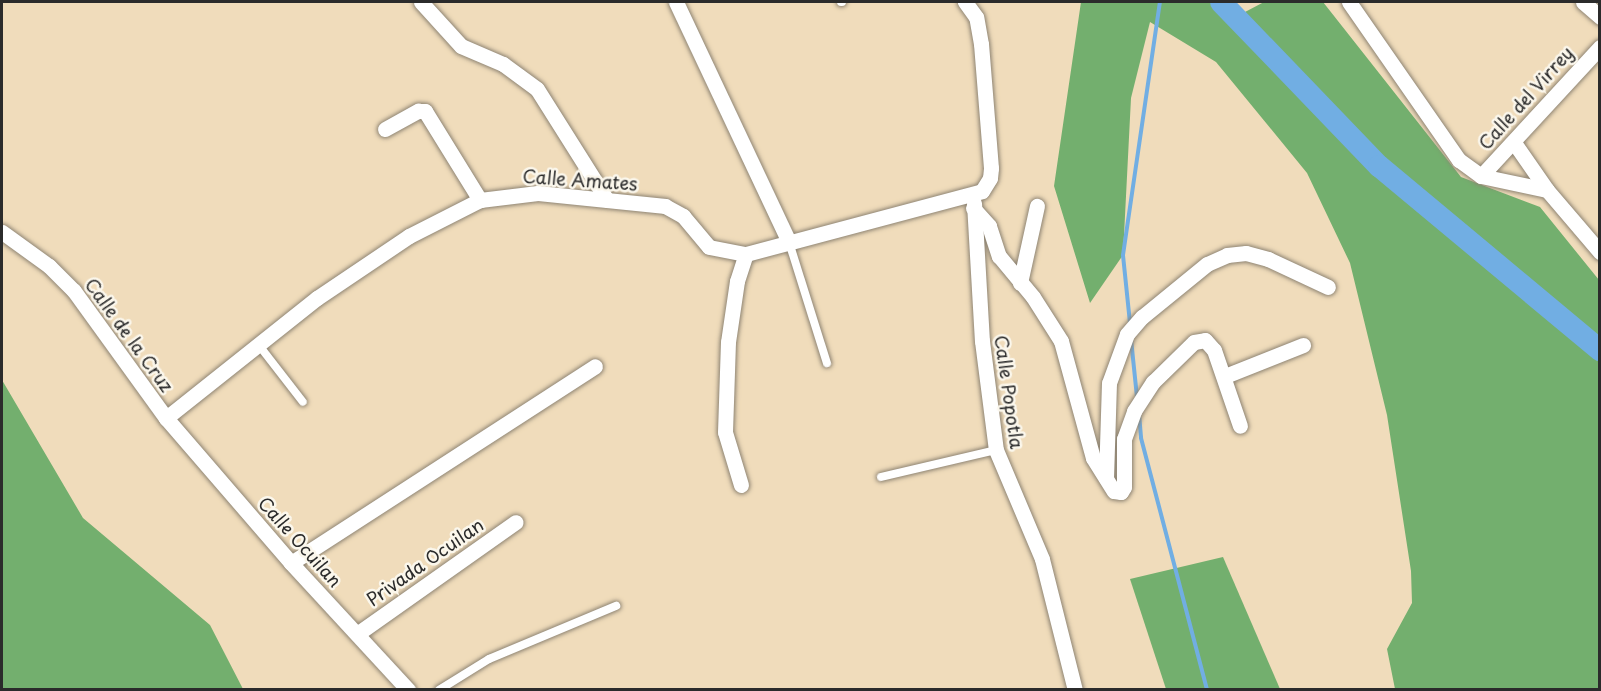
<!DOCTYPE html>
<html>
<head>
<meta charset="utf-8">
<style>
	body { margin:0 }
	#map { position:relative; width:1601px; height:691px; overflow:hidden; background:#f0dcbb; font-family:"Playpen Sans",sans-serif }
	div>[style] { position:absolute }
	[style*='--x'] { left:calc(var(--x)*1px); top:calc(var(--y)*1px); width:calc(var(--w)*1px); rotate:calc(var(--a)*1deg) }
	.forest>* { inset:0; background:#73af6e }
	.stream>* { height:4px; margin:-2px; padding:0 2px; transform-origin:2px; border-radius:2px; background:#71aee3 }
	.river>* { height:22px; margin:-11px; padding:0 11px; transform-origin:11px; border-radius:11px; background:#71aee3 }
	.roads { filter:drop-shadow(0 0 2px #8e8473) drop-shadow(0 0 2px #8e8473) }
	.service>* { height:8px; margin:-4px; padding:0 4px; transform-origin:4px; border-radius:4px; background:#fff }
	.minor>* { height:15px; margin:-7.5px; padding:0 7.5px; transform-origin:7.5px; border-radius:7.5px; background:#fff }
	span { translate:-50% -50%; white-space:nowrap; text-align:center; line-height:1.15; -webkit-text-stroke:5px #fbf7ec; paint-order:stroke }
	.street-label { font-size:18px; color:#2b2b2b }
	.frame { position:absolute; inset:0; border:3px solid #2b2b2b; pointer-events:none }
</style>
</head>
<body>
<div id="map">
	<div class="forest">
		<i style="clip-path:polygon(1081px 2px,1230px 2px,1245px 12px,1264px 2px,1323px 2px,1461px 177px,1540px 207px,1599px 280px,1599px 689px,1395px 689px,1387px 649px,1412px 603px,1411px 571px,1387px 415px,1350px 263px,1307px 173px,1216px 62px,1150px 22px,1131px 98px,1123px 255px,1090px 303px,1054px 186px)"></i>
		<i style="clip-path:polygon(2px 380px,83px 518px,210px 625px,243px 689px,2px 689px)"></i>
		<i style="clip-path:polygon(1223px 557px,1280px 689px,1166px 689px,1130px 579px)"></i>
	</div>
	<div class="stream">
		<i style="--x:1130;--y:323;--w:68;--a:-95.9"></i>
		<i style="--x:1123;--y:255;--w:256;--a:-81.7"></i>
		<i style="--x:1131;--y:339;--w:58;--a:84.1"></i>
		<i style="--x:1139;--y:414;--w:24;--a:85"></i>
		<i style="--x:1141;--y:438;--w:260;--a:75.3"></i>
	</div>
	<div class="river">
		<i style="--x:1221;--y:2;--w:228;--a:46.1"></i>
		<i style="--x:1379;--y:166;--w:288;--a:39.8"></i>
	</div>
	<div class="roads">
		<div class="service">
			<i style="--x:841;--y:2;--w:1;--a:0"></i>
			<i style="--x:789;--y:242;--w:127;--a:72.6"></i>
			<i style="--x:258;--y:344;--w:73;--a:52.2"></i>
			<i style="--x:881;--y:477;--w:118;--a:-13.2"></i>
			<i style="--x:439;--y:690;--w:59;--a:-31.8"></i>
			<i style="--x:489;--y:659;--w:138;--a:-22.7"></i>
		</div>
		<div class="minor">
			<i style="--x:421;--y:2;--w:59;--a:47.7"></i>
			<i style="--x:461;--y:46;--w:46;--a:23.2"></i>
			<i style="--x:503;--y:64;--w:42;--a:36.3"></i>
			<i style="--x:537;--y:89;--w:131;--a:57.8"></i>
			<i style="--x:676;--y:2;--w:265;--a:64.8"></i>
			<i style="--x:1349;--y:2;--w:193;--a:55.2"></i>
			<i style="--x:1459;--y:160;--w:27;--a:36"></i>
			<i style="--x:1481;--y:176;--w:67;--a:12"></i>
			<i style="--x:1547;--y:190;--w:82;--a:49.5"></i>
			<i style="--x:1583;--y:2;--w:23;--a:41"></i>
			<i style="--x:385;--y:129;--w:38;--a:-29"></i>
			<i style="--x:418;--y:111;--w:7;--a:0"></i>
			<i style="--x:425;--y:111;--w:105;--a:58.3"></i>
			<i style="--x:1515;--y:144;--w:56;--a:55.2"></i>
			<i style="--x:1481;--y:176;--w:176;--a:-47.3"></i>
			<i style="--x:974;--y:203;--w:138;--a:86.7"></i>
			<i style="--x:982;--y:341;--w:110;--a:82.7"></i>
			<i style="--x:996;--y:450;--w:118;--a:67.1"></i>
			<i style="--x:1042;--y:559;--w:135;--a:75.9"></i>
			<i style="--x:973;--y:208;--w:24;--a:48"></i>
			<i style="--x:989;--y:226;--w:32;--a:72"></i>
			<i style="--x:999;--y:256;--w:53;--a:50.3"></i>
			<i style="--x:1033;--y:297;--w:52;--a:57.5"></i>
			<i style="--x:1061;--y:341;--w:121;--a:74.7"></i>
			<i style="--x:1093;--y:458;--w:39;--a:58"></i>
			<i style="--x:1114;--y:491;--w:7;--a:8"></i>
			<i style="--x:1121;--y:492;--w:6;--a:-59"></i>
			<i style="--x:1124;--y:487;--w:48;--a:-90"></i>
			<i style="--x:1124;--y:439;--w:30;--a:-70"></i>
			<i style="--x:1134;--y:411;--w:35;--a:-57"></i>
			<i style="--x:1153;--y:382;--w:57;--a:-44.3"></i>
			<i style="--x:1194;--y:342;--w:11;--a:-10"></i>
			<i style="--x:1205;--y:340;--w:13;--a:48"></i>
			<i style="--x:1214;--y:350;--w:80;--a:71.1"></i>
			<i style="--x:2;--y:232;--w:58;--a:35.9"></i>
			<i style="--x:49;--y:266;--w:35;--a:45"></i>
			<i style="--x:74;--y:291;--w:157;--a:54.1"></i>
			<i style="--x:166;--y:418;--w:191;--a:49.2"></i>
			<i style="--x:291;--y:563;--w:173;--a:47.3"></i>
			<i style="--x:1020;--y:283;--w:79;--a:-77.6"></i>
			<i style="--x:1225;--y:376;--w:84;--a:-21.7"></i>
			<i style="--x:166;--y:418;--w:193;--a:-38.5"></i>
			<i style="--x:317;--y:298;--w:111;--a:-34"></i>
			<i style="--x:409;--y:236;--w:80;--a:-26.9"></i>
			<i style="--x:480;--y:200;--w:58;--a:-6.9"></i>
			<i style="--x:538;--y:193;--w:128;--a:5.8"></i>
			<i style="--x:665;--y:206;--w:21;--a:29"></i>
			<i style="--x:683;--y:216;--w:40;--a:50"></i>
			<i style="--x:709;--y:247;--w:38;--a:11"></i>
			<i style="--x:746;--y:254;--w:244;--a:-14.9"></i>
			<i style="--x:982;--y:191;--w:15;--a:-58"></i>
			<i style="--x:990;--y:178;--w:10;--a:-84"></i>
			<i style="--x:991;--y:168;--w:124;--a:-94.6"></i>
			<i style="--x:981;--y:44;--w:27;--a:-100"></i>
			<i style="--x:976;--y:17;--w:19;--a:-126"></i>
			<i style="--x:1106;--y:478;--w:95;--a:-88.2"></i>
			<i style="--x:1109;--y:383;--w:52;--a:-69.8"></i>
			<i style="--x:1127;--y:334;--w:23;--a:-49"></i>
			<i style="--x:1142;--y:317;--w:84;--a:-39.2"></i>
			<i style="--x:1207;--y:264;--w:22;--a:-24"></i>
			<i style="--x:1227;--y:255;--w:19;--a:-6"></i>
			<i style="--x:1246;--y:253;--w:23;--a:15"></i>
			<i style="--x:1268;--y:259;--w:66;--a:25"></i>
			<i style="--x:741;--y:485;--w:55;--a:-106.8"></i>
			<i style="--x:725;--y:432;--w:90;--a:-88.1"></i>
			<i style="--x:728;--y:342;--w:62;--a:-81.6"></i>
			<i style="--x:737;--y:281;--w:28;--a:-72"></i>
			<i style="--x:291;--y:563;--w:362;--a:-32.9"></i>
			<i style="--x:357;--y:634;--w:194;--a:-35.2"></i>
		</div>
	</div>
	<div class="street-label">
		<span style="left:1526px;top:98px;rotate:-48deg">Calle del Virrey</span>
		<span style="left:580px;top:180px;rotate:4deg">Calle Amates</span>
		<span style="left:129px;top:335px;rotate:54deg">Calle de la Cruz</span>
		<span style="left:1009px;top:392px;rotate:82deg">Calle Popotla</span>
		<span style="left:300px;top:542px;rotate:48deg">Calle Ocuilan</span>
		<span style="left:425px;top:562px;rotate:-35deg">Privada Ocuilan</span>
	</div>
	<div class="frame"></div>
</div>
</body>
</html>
* * *
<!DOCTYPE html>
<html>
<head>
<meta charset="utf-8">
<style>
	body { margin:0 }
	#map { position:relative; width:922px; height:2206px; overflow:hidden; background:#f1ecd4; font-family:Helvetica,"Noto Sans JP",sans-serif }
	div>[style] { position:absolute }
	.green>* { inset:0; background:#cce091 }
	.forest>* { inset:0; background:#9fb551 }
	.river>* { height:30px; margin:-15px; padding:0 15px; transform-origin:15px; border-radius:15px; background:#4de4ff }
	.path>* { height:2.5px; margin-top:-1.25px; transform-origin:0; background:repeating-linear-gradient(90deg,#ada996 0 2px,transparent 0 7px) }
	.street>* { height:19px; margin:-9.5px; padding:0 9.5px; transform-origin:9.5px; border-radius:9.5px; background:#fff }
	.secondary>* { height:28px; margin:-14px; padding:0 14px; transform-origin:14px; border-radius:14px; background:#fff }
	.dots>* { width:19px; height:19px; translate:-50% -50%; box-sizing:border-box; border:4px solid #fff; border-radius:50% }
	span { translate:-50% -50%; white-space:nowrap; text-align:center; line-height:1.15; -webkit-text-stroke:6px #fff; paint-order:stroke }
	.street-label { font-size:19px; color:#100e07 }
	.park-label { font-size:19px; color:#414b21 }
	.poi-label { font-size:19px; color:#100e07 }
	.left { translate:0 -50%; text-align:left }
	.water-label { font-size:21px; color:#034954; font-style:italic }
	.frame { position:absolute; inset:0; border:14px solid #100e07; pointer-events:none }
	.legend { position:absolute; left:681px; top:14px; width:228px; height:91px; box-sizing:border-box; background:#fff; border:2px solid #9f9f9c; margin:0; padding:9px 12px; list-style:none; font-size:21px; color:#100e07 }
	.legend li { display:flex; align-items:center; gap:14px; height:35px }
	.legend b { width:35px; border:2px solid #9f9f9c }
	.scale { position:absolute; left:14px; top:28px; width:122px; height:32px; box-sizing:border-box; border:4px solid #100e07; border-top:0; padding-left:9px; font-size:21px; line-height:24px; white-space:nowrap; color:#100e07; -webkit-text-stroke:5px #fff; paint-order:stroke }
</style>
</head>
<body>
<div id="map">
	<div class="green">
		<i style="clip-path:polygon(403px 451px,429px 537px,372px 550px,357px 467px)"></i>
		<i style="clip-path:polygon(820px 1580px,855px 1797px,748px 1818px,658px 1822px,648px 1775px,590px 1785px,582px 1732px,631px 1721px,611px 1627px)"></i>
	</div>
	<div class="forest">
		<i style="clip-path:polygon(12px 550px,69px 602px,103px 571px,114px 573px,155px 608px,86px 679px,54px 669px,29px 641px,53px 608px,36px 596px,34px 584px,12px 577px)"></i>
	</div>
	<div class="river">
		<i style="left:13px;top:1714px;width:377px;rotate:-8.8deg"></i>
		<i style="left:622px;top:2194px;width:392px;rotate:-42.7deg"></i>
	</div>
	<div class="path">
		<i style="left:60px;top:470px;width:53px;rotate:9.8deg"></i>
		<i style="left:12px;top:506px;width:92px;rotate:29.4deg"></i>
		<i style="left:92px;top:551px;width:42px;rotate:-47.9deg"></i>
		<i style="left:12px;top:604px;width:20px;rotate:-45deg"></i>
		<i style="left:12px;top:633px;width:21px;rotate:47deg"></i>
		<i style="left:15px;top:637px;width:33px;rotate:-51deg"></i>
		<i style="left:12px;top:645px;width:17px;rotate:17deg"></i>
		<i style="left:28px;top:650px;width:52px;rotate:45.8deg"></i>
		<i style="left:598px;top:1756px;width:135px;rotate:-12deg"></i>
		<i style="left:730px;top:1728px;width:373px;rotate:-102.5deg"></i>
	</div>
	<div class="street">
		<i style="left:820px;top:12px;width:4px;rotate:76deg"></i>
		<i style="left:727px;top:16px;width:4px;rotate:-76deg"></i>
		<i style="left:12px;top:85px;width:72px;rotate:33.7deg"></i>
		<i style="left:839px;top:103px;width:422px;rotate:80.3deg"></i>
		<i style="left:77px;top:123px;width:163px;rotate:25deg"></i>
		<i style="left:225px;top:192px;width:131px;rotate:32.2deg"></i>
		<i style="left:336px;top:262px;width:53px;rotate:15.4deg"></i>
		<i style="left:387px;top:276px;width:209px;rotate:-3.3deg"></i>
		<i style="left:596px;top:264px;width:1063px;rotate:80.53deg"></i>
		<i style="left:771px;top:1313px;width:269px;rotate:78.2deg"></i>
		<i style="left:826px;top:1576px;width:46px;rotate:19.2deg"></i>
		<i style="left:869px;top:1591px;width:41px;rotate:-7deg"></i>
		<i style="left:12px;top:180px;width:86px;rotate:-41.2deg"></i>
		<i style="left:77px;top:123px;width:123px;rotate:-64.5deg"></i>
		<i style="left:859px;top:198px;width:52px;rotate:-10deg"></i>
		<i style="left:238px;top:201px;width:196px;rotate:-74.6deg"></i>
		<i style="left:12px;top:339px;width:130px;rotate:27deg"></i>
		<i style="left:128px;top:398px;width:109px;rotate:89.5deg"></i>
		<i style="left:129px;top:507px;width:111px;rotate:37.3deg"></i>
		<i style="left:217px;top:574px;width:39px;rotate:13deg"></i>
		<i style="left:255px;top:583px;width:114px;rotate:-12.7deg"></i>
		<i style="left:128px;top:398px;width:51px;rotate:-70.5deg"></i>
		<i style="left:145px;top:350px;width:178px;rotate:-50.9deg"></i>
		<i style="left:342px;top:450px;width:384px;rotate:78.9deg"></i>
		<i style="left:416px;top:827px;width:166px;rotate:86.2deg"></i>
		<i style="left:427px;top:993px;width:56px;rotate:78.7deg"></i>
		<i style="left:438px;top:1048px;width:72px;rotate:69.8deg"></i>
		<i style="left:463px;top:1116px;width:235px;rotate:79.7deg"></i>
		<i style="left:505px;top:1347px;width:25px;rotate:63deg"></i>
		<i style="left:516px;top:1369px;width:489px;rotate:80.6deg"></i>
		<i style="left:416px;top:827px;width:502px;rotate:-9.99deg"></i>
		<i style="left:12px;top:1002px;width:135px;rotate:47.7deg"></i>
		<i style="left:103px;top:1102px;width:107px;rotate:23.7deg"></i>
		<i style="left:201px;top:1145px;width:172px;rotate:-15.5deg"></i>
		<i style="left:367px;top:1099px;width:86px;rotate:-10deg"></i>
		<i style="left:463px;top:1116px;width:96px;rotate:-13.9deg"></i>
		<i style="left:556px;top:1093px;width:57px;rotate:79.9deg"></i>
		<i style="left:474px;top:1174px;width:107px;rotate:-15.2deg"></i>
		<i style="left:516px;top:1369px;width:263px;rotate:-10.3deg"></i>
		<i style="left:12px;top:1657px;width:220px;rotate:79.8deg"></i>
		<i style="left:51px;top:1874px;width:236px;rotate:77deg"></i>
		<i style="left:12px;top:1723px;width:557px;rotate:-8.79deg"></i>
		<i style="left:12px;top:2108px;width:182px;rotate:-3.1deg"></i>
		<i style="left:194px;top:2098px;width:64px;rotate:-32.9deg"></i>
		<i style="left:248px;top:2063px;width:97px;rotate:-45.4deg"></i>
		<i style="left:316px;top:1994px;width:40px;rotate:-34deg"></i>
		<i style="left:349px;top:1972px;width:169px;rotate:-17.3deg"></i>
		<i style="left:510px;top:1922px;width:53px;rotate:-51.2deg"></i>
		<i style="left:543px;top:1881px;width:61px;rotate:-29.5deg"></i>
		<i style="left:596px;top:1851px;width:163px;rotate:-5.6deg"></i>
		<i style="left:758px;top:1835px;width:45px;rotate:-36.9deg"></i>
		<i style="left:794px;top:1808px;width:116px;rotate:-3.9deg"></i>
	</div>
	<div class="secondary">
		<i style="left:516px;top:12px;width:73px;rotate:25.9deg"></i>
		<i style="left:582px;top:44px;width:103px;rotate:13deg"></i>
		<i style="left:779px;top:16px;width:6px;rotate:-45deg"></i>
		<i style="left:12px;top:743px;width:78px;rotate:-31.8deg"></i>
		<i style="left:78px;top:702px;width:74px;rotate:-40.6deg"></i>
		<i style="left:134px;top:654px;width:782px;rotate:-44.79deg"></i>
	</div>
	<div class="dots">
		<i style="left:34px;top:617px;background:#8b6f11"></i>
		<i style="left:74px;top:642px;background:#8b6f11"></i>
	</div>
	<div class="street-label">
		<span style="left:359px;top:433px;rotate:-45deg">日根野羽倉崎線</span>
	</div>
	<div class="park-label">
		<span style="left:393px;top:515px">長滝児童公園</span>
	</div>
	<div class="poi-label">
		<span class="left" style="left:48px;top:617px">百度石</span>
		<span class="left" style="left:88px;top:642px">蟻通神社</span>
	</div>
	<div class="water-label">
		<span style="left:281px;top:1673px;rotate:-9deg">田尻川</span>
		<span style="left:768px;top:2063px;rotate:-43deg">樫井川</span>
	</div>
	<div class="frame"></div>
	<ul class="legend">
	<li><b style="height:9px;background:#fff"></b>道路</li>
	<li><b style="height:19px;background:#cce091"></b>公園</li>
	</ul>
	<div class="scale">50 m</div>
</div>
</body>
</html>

» WHAT TO WORK ON: Your response should be each line that includes the word "service", copied from the records.

» EXERCISE RESPONSE:
	.service>* { height:8px; margin:-4px; padding:0 4px; transform-origin:4px; border-radius:4px; background:#fff }
		<div class="service">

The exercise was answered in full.